Cameron
Cameron

Reputation: 11

Importing JSON file into DynamoDB

I am new to AWS, DynamoDB, and Python so I am struggling with accomplishing this task. I am using Amazon Transcribe with video and getting output in a JSON file. I then wish to store this data in DynamoDB.

Currently I am using a Lambda function to automate the process when the JSON file is dumped into an S3 bucket. Whenever the process occurs, I get an error in CloudWatch:

[ERROR] ClientError: An error occurred (ValidationException) when calling the PutItem operation: One or more parameter values were invalid: Missing the key type in the item
Traceback (most recent call last):
  File "/var/task/lambda_function.py", line 79, in lambda_handler
    table.put_item(Item=jsonDict) # Adds string of JSON file into the database
  File "/var/runtime/boto3/resources/factory.py", line 520, in do_action
    response = action(self, *args, **kwargs)
  File "/var/runtime/boto3/resources/action.py", line 83, in __call__
    response = getattr(parent.meta.client, operation_name)(**params)
  File "/var/runtime/botocore/client.py", line 320, in _api_call
    return self._make_api_call(operation_name, kwargs)
  File "/var/runtime/botocore/client.py", line 623, in _make_api_call
    raise error_class(parsed_response, operation_name)

Here is my Python code that is attempting to create a DynamoDB table and then parse the JSON file:

import boto3  # import to pull AWS SDK for Python
import json  # import API for Python to work with JSON files
import time  # import time fucntions
s3_client = boto3.client('s3')  # creates low-level service client to AWS S3
dynamodb = boto3.resource('dynamodb')  # creates resource client to AWS DynamoDB


# When a .JSON file is added into the linked S3 bucket, another JSON file is created which contains
# the information about the S3 Bucket and the name of the file that was added to the bucket

def lambda_handler(event, context):
    print(str(event))

    # Print the JSON file created by S3 into CloudWatch Logs when an item is added into the bucket

    bucket = event['Records'][0]['s3']['bucket']['name']

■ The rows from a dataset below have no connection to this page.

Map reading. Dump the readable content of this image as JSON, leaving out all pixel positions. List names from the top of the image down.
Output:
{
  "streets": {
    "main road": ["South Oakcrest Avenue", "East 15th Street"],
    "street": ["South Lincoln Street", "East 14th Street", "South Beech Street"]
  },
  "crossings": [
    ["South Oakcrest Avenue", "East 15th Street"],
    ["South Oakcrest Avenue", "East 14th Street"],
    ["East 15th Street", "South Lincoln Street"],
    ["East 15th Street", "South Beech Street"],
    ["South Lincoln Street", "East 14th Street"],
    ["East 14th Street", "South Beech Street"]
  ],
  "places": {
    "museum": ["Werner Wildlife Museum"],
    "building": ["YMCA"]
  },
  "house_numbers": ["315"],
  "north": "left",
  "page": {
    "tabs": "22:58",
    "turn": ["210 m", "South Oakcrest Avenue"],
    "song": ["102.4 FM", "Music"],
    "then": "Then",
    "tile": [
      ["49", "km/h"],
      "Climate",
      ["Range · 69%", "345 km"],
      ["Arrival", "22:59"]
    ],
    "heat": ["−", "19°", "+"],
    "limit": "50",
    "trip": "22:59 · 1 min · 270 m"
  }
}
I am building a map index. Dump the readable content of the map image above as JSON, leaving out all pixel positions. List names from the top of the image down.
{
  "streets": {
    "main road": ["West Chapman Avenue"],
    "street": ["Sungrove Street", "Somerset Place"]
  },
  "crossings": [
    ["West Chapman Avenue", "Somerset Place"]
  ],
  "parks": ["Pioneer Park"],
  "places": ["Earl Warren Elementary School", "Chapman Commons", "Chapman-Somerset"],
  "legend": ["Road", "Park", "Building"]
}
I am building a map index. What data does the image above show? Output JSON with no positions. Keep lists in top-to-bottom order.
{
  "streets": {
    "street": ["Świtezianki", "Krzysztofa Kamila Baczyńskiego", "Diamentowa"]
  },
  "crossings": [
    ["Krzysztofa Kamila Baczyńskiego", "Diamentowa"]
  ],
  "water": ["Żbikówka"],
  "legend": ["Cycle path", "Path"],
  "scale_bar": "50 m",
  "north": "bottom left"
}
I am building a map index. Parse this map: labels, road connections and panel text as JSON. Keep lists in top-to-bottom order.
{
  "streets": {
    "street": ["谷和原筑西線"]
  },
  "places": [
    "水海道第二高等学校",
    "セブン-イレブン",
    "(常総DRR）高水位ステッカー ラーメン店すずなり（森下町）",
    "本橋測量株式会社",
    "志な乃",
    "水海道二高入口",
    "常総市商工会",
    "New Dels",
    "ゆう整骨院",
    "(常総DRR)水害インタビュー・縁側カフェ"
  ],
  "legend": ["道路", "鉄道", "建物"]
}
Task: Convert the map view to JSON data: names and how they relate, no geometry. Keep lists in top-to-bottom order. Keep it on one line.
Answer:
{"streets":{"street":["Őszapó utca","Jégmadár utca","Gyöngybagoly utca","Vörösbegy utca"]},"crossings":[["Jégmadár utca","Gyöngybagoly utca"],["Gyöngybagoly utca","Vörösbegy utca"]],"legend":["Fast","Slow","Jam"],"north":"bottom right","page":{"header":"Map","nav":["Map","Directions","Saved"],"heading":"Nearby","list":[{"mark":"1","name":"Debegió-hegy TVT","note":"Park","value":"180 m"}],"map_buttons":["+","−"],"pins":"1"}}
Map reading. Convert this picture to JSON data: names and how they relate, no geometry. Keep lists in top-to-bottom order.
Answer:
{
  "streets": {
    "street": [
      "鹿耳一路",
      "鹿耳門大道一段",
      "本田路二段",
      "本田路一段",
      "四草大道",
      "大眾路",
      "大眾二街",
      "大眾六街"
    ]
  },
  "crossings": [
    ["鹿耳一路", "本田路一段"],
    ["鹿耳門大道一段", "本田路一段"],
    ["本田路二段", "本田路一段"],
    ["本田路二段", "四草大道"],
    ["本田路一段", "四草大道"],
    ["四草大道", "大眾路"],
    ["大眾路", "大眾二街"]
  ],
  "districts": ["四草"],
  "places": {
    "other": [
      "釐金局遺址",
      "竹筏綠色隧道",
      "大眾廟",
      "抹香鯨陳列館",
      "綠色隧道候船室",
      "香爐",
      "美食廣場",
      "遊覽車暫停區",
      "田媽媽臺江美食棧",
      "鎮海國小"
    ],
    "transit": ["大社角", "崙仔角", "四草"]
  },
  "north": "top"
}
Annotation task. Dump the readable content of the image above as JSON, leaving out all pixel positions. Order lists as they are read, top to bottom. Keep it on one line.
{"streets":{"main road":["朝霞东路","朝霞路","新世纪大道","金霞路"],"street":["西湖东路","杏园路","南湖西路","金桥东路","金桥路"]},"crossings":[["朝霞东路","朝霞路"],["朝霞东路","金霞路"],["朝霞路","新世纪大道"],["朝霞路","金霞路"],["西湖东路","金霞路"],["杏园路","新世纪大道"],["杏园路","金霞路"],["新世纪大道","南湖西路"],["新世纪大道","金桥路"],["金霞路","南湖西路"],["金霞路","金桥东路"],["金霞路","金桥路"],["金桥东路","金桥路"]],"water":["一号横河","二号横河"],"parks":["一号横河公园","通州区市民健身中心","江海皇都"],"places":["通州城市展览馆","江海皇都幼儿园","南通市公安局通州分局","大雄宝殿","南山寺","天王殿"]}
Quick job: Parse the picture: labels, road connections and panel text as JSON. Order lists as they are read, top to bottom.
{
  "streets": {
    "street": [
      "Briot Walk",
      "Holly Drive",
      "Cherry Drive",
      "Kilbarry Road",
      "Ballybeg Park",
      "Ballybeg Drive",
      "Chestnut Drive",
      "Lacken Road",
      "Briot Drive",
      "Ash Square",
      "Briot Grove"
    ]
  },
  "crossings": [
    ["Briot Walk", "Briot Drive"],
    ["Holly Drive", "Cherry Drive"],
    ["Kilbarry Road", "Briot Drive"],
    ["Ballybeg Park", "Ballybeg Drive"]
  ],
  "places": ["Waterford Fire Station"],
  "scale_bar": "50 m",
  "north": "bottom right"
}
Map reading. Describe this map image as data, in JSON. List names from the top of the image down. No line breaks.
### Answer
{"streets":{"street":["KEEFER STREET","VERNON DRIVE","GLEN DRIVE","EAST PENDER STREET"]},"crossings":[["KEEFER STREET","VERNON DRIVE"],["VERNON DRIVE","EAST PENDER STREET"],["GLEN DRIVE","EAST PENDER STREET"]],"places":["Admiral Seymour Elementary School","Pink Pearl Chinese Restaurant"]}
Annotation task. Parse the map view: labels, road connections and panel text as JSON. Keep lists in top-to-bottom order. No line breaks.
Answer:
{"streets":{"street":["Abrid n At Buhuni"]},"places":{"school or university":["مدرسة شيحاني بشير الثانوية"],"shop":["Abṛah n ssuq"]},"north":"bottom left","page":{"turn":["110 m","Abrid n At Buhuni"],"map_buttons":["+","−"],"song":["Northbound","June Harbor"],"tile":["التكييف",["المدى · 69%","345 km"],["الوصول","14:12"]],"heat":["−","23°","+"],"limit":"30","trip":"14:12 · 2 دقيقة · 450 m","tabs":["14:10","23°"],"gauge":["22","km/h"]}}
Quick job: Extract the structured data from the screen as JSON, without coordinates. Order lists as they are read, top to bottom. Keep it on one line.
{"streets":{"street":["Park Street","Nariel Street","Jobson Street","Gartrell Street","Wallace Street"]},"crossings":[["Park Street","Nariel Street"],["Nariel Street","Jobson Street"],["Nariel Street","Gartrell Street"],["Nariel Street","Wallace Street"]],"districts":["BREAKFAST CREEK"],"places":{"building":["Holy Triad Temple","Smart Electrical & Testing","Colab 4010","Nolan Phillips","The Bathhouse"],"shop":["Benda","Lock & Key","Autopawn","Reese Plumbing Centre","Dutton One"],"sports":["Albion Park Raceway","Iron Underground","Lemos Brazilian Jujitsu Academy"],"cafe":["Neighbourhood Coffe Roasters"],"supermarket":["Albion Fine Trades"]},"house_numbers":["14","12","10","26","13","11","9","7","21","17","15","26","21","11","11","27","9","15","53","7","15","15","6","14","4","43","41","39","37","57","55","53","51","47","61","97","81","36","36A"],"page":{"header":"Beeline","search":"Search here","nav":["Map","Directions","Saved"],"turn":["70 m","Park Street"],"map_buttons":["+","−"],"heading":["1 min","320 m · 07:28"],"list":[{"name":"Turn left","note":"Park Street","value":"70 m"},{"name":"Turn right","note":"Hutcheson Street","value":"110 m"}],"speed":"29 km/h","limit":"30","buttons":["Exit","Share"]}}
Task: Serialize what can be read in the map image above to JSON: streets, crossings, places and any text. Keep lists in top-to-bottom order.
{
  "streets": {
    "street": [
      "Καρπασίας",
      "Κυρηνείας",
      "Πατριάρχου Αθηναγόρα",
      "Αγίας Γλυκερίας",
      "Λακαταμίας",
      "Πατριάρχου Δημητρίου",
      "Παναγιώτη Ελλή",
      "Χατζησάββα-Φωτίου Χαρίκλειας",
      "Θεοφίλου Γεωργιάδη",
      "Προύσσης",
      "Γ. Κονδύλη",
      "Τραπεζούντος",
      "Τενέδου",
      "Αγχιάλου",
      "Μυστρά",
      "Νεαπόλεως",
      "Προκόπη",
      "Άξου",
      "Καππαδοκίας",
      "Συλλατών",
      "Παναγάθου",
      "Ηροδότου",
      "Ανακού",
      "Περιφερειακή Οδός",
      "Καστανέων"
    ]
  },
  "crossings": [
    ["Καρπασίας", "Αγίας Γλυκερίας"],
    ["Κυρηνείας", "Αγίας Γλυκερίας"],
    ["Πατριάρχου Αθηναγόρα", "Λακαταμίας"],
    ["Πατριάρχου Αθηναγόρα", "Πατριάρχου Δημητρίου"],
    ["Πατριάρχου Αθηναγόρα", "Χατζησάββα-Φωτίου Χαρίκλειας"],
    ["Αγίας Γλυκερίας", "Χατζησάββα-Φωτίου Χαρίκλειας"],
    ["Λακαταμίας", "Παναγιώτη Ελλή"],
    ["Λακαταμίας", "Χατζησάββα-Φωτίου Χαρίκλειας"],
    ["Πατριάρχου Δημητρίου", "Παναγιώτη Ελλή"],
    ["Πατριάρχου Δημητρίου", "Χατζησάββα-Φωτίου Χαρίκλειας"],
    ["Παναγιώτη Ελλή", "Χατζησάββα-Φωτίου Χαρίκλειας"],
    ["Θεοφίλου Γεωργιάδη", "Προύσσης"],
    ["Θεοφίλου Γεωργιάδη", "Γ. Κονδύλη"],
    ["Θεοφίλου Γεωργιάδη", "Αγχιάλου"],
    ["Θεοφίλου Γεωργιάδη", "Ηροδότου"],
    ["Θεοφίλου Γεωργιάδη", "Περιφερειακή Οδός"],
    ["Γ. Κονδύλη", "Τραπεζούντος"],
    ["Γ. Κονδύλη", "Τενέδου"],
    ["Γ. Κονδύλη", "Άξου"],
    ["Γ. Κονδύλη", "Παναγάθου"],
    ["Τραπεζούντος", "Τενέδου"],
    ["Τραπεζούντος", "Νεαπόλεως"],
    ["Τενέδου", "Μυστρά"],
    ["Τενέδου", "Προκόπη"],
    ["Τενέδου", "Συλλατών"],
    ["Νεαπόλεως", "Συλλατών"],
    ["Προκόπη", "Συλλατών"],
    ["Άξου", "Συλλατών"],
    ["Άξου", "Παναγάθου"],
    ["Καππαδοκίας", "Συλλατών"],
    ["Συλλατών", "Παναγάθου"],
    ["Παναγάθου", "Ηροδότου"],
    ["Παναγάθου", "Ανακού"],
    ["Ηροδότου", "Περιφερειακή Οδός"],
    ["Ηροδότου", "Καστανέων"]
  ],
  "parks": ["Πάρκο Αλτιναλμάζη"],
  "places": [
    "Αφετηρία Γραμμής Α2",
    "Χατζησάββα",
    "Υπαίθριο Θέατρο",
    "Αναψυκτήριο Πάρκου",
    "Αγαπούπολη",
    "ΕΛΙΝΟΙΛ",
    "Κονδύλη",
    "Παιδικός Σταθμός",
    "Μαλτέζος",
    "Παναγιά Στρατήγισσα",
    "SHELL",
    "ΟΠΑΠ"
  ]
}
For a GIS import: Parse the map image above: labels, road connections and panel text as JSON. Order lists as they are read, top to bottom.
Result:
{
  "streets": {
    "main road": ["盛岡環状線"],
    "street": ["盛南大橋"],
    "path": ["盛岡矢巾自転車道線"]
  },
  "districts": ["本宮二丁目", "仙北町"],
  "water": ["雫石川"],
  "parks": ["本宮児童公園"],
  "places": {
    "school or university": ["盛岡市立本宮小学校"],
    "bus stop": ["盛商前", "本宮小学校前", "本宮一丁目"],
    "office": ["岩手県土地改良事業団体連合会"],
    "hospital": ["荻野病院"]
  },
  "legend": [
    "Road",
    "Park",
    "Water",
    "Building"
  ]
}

    # Here the name of the S3 bucket is assigned to the variable 'bucket'
    # by grabbing the name from the JSON file created

    json_file_name = event['Records'][0]['s3']['object']['key']

    # Here the name of the file itself is assigned to the varibale 'json_file_name'
    # again by grabbing the name of the added file from the JSON file

    tname = json_file_name[:-5]

    # Defines the name of the table being added to dynamodb by using the name of S3 JSON file
    # *Use of [:.5] will strip the last five characters off the end of the file name

    print(tname)

    # Prints the name of the table into CloudWatch Logs

    json_object = s3_client.get_object(Bucket=bucket,Key=json_file_name)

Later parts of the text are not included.